Mehr als 300.000 Kriegsgefangene verschiedener Nationen durchliefen das Lager, viele wurden zur Zwangsarbeit in der Schwerindustrie des Ruhrgebiets eingesetzt. Tausende überlebten die unmenschlichen Bedingungen nicht.

historisches Luftbild
Mehr als 300.000 Kriegsgefangene verschiedener Nationen durchliefen das Lager an der Westfalenhalle. Repro: Polina Zatulko

Grüne & Volt betonen, dass sie die Entwicklung der Westfalenhallen nicht grundsätzlich verhindern wollen. Vielmehr müsse geprüft werden, wie sich moderne Nutzung und historische Verantwortung miteinander verbinden lassen.

„Die jetzt freigelegten Überreste bieten die seltene Chance, ein lange verdrängtes Kapitel Dortmunder Geschichte sichtbar zu machen“, sagt Lögering. Vor unumkehrbaren Entscheidungen brauche es Zeit für eine wissenschaftliche Prüfung und eine öffentliche Debatte über eine angemessene Form des Erinnerns.

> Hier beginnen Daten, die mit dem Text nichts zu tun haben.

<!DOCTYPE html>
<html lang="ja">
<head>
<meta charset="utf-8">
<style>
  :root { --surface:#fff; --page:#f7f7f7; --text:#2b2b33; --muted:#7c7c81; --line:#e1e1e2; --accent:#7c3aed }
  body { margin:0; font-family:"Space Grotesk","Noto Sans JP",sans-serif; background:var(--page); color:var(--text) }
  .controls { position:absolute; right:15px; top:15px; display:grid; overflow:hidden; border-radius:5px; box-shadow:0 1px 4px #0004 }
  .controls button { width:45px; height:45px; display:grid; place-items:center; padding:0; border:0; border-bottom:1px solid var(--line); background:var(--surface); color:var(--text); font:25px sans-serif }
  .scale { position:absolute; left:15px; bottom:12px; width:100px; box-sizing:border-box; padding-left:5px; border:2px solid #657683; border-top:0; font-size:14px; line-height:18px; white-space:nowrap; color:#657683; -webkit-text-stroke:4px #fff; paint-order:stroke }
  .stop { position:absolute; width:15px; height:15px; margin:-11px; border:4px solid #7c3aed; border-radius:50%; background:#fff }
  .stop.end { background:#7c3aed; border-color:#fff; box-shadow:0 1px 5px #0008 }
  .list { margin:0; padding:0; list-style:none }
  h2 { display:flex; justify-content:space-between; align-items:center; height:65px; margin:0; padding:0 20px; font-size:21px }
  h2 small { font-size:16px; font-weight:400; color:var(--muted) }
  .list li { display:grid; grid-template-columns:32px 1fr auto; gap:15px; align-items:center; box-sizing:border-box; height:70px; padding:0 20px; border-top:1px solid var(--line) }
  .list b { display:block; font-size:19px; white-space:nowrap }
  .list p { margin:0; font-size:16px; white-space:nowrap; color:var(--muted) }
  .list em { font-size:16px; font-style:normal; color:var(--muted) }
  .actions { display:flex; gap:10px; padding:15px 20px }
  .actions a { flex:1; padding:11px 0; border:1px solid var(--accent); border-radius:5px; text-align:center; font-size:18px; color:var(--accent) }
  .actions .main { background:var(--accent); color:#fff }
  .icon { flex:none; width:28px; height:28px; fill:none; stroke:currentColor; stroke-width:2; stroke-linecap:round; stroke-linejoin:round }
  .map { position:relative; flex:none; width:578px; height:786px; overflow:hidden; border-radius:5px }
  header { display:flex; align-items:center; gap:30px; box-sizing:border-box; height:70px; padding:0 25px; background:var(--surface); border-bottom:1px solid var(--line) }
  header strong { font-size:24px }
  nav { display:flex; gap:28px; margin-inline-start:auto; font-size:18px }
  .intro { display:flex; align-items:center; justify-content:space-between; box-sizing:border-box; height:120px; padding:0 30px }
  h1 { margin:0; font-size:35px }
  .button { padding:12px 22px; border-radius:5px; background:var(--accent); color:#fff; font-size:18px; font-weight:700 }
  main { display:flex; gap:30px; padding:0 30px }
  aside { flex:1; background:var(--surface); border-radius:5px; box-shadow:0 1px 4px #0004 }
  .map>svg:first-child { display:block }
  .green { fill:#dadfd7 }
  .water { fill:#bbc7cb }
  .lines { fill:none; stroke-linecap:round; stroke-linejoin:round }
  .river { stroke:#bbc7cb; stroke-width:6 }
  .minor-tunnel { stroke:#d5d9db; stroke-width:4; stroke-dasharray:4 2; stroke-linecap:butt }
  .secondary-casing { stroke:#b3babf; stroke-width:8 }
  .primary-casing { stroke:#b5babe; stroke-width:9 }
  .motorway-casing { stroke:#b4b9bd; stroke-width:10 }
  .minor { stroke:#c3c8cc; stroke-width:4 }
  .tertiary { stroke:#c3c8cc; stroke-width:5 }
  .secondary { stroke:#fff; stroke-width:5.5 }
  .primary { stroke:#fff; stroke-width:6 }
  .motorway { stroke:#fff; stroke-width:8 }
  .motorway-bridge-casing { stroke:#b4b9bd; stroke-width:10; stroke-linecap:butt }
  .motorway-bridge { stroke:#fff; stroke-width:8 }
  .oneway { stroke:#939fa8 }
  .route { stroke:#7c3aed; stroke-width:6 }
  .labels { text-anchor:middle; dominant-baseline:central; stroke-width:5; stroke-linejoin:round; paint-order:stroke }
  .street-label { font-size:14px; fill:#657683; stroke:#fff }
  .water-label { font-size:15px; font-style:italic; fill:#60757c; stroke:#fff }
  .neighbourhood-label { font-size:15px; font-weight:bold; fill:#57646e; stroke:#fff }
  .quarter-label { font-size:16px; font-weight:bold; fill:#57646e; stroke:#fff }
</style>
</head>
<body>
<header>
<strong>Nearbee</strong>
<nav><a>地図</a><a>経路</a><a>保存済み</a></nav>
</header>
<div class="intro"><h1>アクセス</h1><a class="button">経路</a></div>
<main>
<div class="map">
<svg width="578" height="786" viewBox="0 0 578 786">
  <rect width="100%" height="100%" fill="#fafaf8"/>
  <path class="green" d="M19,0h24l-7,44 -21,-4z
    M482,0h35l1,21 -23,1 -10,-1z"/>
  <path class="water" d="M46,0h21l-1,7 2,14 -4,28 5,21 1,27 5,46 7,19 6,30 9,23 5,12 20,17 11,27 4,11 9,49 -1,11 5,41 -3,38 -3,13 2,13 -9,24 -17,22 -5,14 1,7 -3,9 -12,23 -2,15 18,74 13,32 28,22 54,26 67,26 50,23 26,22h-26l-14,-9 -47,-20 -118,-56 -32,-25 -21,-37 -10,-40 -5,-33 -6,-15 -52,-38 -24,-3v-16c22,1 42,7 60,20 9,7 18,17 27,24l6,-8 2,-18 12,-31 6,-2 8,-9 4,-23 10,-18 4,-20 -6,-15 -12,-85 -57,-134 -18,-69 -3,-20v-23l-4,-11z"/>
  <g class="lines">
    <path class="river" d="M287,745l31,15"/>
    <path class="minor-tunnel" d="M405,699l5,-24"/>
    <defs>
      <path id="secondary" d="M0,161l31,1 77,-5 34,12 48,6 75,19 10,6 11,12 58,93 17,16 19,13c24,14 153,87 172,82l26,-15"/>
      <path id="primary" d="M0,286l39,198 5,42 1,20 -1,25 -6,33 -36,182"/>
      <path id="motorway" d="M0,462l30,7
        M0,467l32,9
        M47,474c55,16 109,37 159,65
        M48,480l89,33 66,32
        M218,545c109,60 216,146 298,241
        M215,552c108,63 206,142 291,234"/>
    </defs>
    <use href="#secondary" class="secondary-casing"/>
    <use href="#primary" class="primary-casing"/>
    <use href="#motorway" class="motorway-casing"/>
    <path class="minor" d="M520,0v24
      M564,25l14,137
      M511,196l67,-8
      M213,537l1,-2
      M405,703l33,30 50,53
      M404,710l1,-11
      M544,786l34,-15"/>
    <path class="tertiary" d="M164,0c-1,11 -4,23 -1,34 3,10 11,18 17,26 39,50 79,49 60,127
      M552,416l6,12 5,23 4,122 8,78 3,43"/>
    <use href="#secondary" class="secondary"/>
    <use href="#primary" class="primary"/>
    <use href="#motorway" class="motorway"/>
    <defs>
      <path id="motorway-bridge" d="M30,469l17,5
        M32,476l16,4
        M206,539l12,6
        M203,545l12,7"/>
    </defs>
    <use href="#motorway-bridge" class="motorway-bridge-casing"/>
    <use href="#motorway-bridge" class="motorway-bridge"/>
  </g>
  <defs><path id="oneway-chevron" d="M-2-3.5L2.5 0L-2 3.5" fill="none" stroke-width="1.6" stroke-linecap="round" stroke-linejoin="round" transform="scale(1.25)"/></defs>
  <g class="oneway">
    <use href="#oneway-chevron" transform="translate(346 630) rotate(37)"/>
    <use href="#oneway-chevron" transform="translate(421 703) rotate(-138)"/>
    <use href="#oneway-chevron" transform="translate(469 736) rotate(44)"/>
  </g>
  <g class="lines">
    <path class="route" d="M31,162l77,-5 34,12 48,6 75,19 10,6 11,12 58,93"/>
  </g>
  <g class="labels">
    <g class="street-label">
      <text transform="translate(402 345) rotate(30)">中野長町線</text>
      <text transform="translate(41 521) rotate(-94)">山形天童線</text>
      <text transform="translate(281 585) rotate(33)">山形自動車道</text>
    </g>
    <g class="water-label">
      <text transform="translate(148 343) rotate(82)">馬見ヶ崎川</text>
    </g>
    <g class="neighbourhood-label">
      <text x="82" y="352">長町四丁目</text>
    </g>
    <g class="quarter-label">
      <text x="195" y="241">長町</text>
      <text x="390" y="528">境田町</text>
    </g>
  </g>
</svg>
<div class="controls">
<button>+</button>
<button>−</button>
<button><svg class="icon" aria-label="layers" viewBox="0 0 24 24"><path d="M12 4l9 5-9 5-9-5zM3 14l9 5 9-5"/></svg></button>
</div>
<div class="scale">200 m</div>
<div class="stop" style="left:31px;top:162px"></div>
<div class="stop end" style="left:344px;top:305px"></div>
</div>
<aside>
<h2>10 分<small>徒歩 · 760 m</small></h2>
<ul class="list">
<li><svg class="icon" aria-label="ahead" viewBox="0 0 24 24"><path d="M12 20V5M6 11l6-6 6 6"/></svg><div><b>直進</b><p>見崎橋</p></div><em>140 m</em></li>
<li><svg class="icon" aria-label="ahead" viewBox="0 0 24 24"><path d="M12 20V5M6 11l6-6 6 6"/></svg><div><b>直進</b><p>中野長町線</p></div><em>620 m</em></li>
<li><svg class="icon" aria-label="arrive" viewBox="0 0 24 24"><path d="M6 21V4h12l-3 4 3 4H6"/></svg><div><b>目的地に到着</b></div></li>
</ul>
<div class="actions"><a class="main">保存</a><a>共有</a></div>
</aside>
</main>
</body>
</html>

Aufsichtsrat „für eine angemessene Würdigung im Rahmen der Erinnerungskultur“

Auch der Aufsichtsrat der Westfalenhallen Unternehmensgruppe hat sich mit den Funden befasst. In seiner Sitzung am 16. Juni beschloss das Gremium, der Hauptgeschäftsführerin zu empfehlen, gemeinsam mit der Stadt Dortmund, der Unteren Denkmalschutzbehörde, den Planungsverantwortlichen und weiteren Beteiligten kurzfristig eine Lösung für den Umgang mit den Funden zu erarbeiten.

Uwe Waßmann (CDU)
Uwe Waßmann (CDU) Foto: Alex Völkel für Nordstadtblogger.de

Der Aufsichtsratsvorsitzende Uwe Waßmann (CDU) zeigte sich überzeugt, dass der Beschluss einen verantwortungsvollen Impuls für die Suche nach einer gemeinsamen Lösung setze. Der Aufsichtsrat spricht sich für eine angemessene Würdigung der archäologischen Überreste im Rahmen der Erinnerungskultur aus.

Gleichzeitig soll das Bauvorhaben nicht erheblich verzögert und die wirtschaftliche Tätigkeit der Westfalenhallen nicht beeinträchtigt werden. Zudem müsse sichergestellt werden, dass die begonnenen Arbeiten für die geplanten Südhallen nicht unangemessen aufgehalten werden.

Damit stehen nun Gespräche zwischen den beteiligten Akteuren an. Ziel ist es, einen Weg zu finden, der sowohl dem historischen Erbe des ehemaligen Kriegsgefangenenlagers als auch den Entwicklungsplänen der Westfalenhallen gerecht wird.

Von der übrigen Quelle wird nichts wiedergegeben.